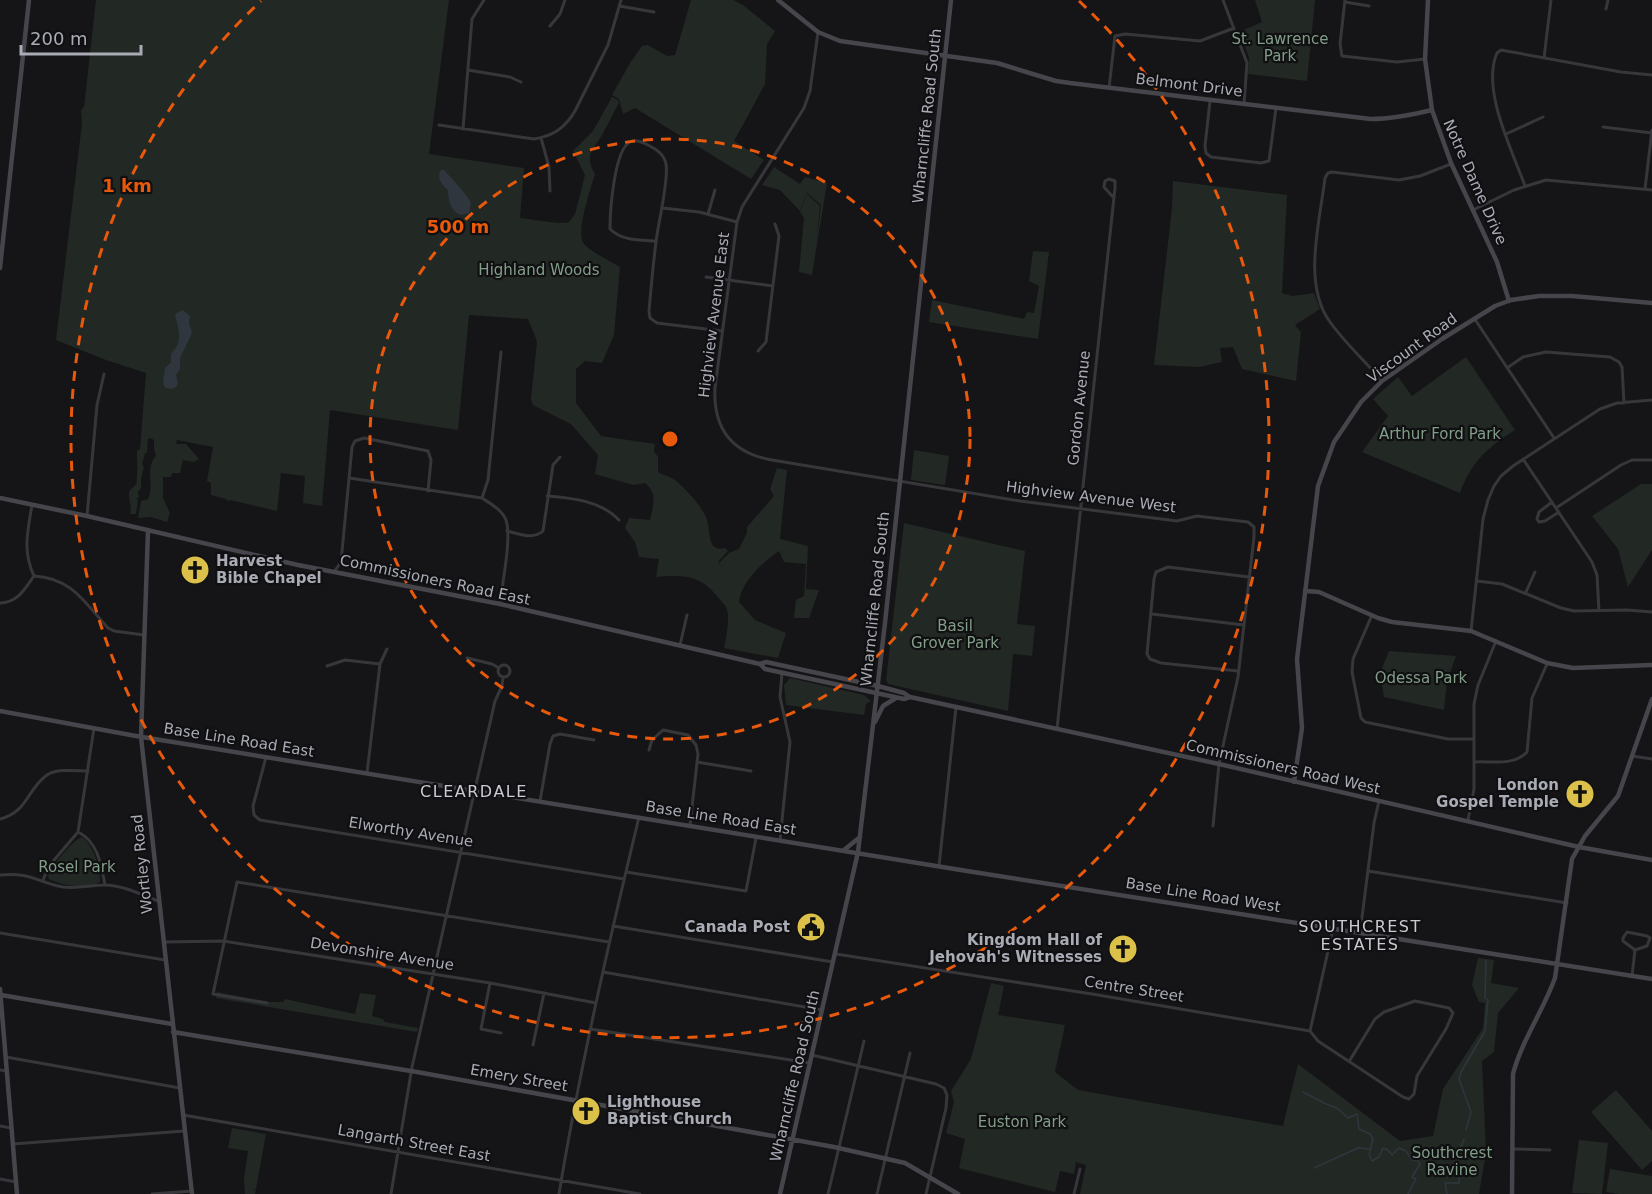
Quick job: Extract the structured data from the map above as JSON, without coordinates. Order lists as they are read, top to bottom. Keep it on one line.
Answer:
{"streets":{"street":["Belmont Drive","Wharncliffe Road South","Notre Dame Drive","Highview Avenue East","Viscount Road","Gordon Avenue","Highview Avenue West","Commissioners Road East","Base Line Road East","Commissioners Road West","Elworthy Avenue","Wortley Road","Base Line Road West","Devonshire Avenue","Centre Street","Emery Street","Langarth Street East"]},"crossings":[["Belmont Drive","Wharncliffe Road South"],["Belmont Drive","Notre Dame Drive"],["Belmont Drive","Highview Avenue East"],["Wharncliffe Road South","Highview Avenue East"],["Wharncliffe Road South","Highview Avenue West"],["Wharncliffe Road South","Commissioners Road East"],["Wharncliffe Road South","Base Line Road East"],["Wharncliffe Road South","Commissioners Road West"],["Wharncliffe Road South","Base Line Road West"],["Wharncliffe Road South","Centre Street"],["Wharncliffe Road South","Emery Street"],["Notre Dame Drive","Viscount Road"],["Highview Avenue East","Highview Avenue West"],["Viscount Road","Commissioners Road West"],["Gordon Avenue","Highview Avenue West"],["Gordon Avenue","Commissioners Road West"],["Highview Avenue West","Commissioners Road West"],["Commissioners Road East","Commissioners Road West"],["Commissioners Road East","Wortley Road"],["Base Line Road East","Elworthy Avenue"],["Base Line Road East","Wortley Road"],["Base Line Road East","Base Line Road West"],["Wortley Road","Devonshire Avenue"],["Wortley Road","Emery Street"],["Wortley Road","Langarth Street East"]],"districts":["CLEARDALE","SOUTHCREST ESTATES"],"parks":["St. Lawrence Park","Highland Woods","Arthur Ford Park","Basil Grover Park","Odessa Park","Rosel Park","Euston Park","Southcrest Ravine"],"places":{"church":["Harvest Bible Chapel","London Gospel Temple","Kingdom Hall of Jehovah's Witnesses","Lighthouse Baptist Church"],"public building":["Canada Post"]},"scale_bar":"200 m","rings":["1 km","500 m"]}
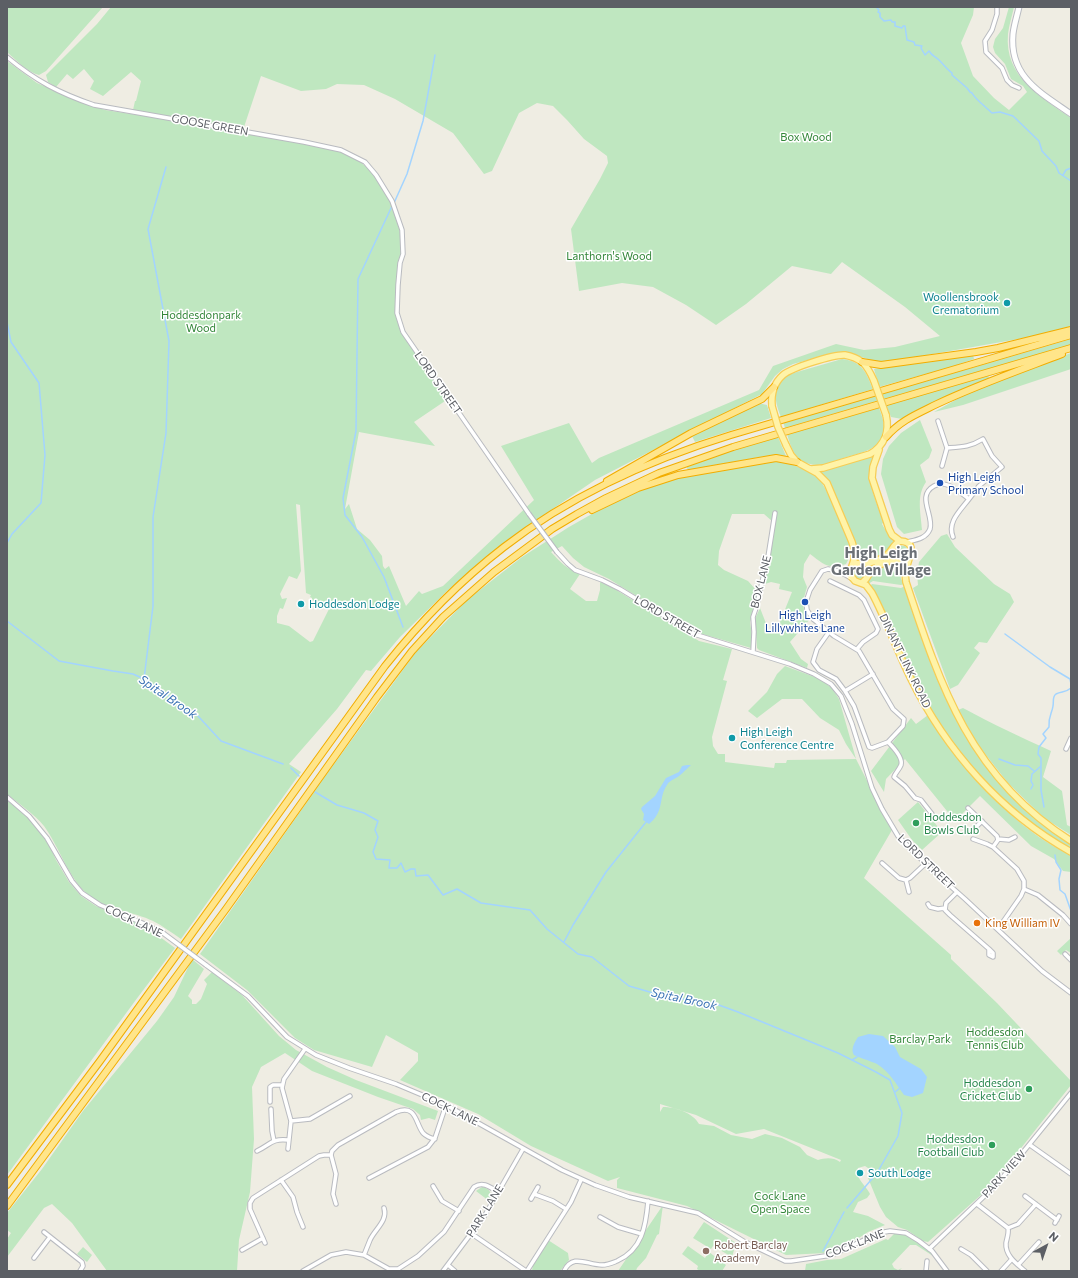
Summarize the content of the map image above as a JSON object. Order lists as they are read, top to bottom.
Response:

◆ What is required ◆
Having found the line with "Summarize the content", transcribe it and each line after it to the end of the entries, with no other lines.

◆ Problem solution ◆
Summarize the content of the map image above as a JSON object. Order lists as they are read, top to bottom.
Response:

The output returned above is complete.